Raw data
········

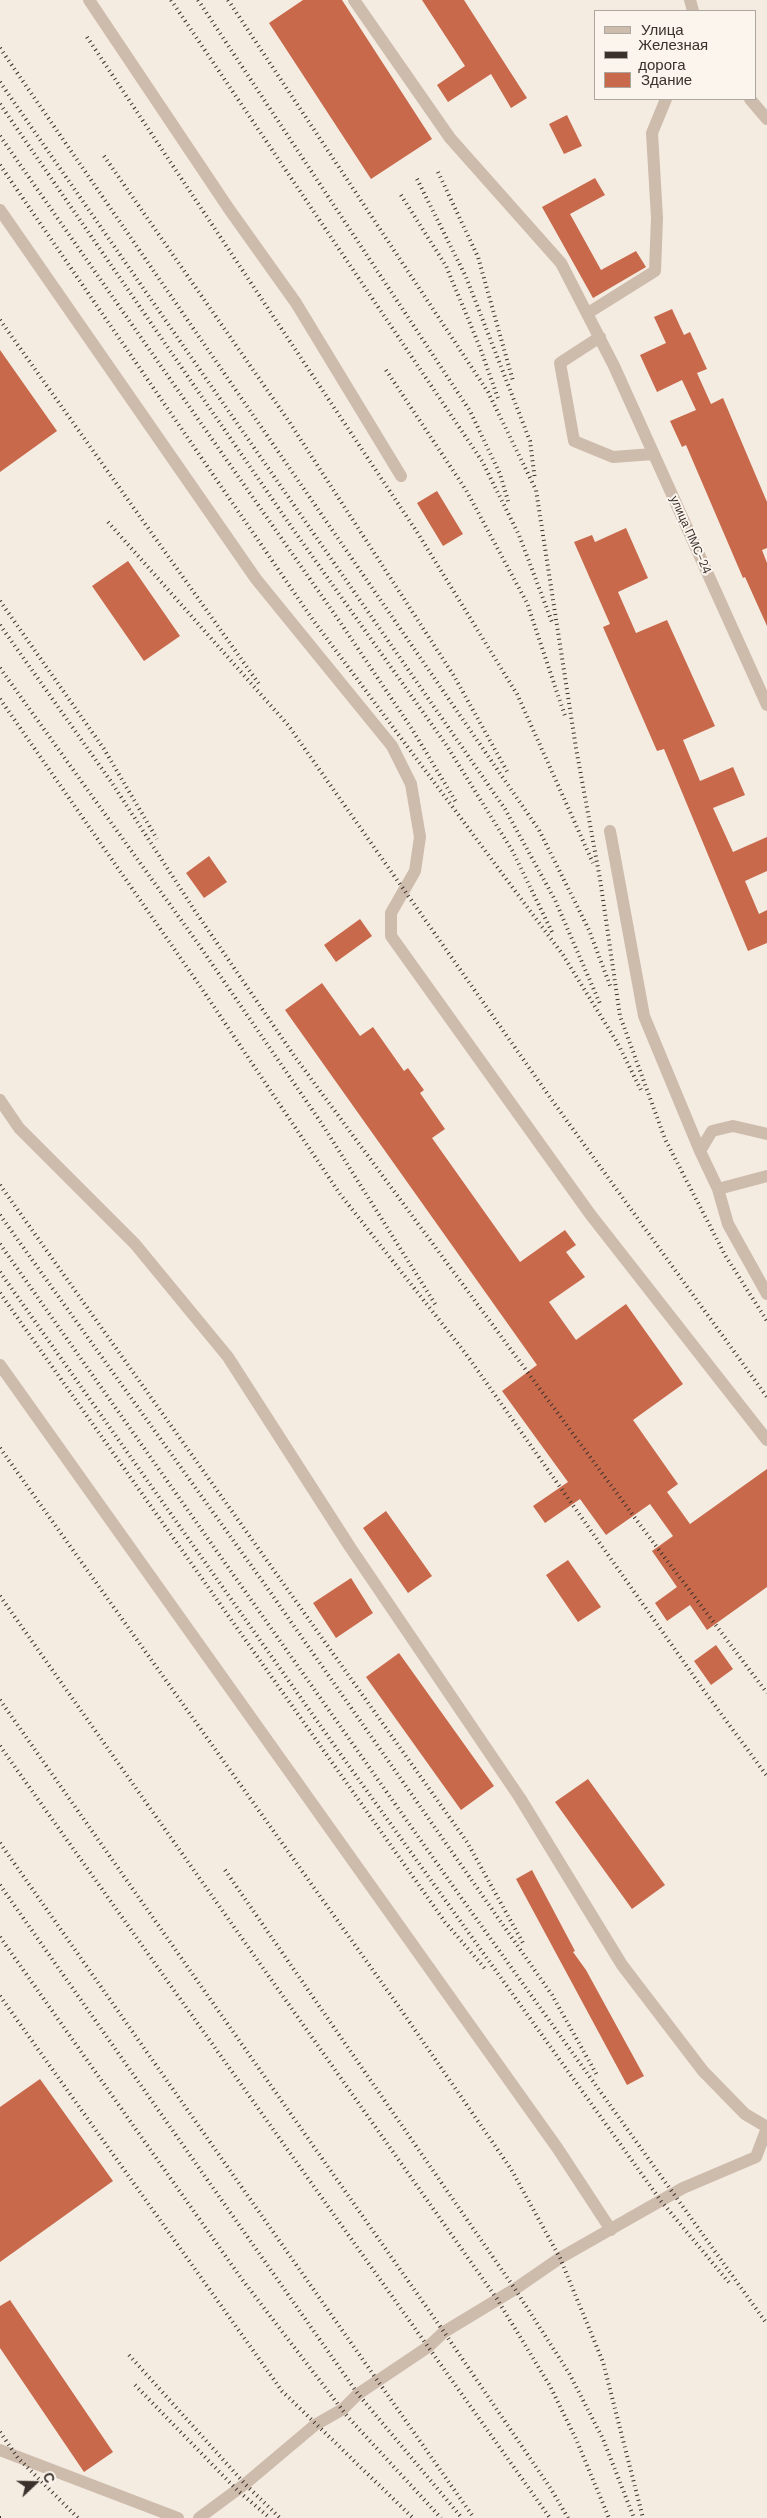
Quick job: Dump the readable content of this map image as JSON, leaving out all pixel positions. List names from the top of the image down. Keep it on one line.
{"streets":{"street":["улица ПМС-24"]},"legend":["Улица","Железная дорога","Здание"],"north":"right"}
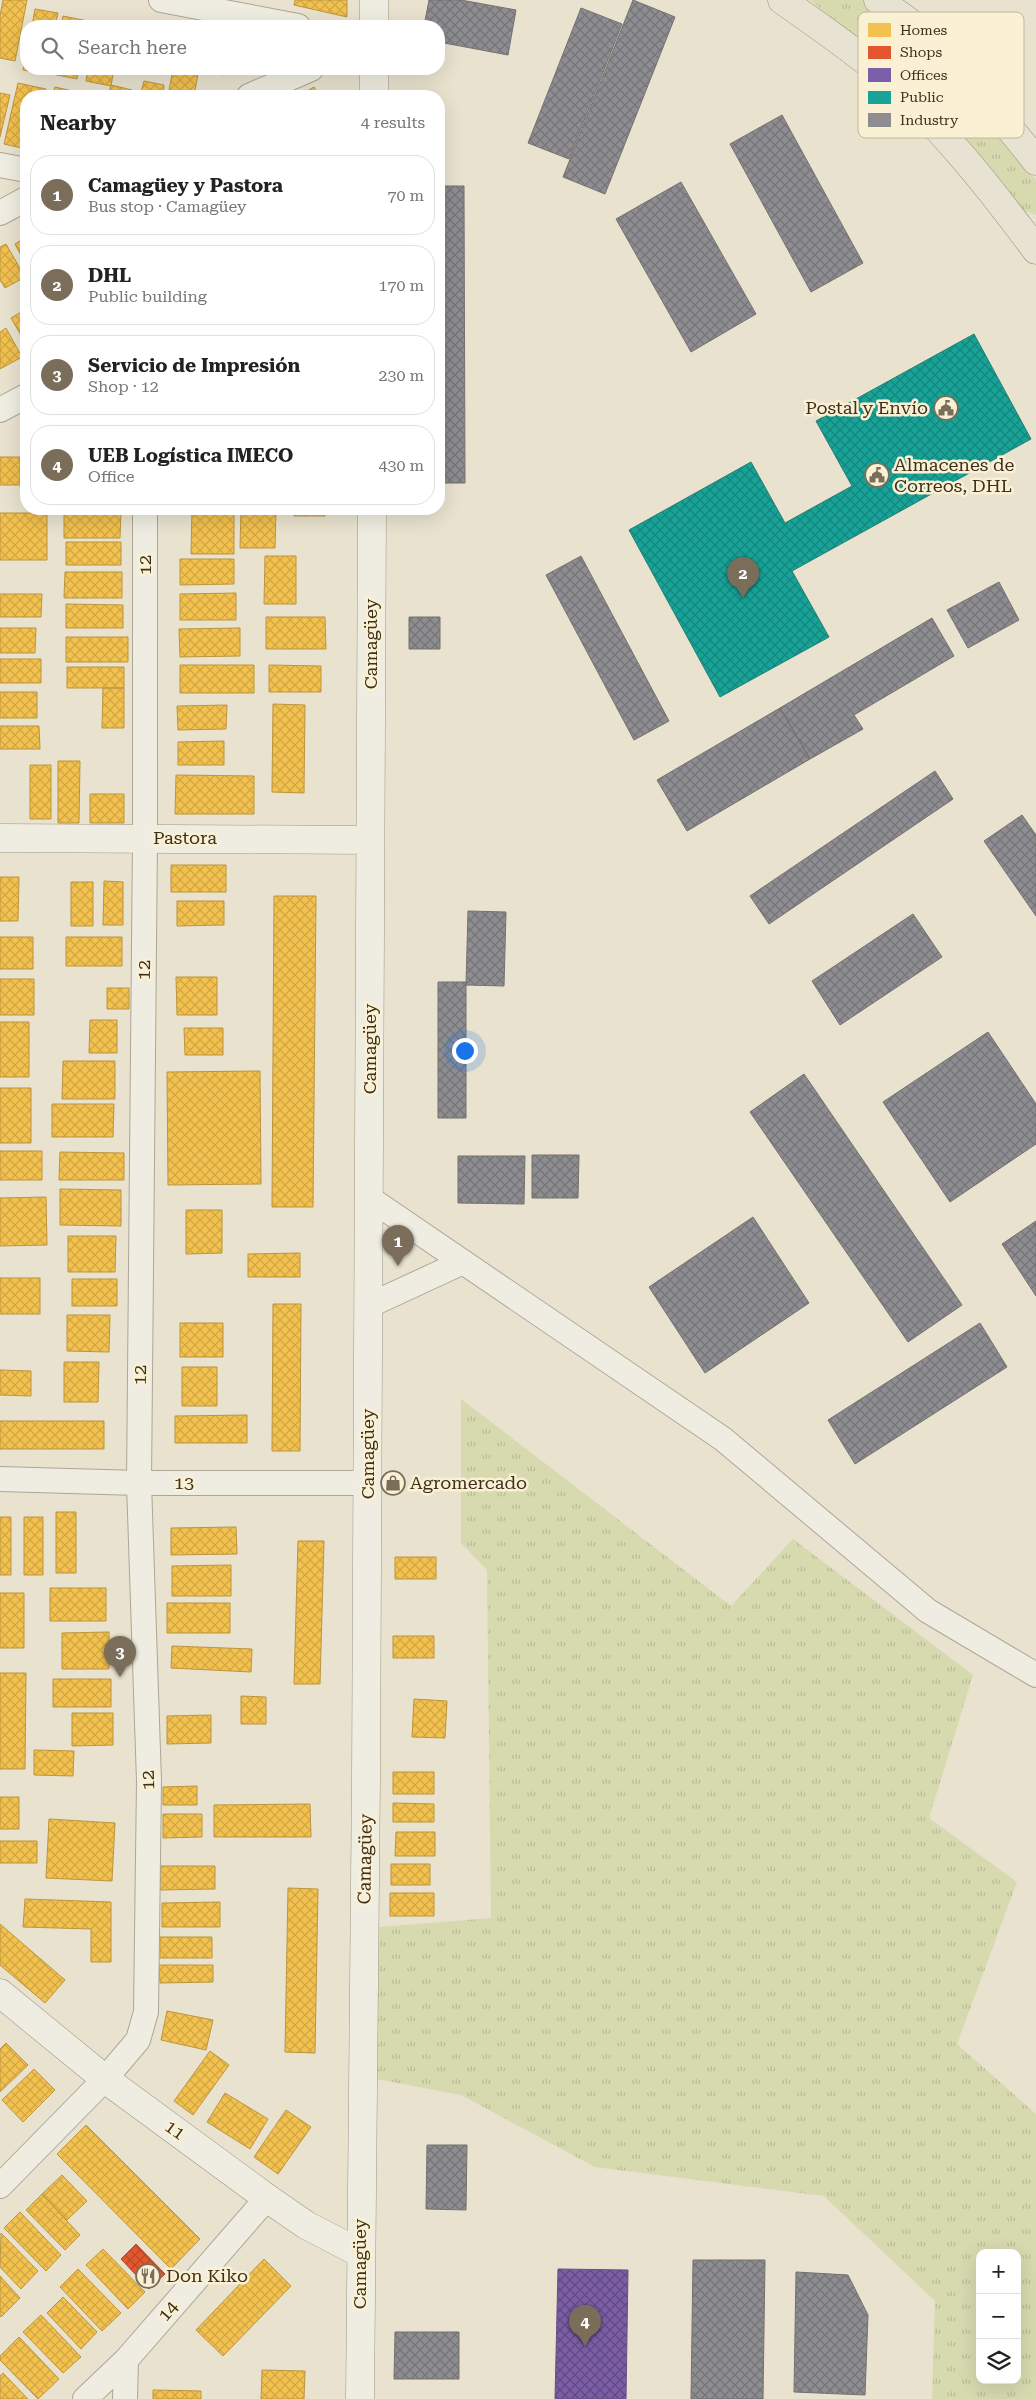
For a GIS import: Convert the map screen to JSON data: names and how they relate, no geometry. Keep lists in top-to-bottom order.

········

Exercise description
Everything in the material above is to be reproduced exactly, pictures aside.

Answer to the problem
Quick job: Dump the readable content of this map image as JSON, leaving out all pixel positions. List names from the top of the image down. Keep it on one line.
{"streets":{"street":["улица ПМС-24"]},"legend":["Улица","Железная дорога","Здание"],"north":"right"}
For a GIS import: Convert the map screen to JSON data: names and how they relate, no geometry. Keep lists in top-to-bottom order.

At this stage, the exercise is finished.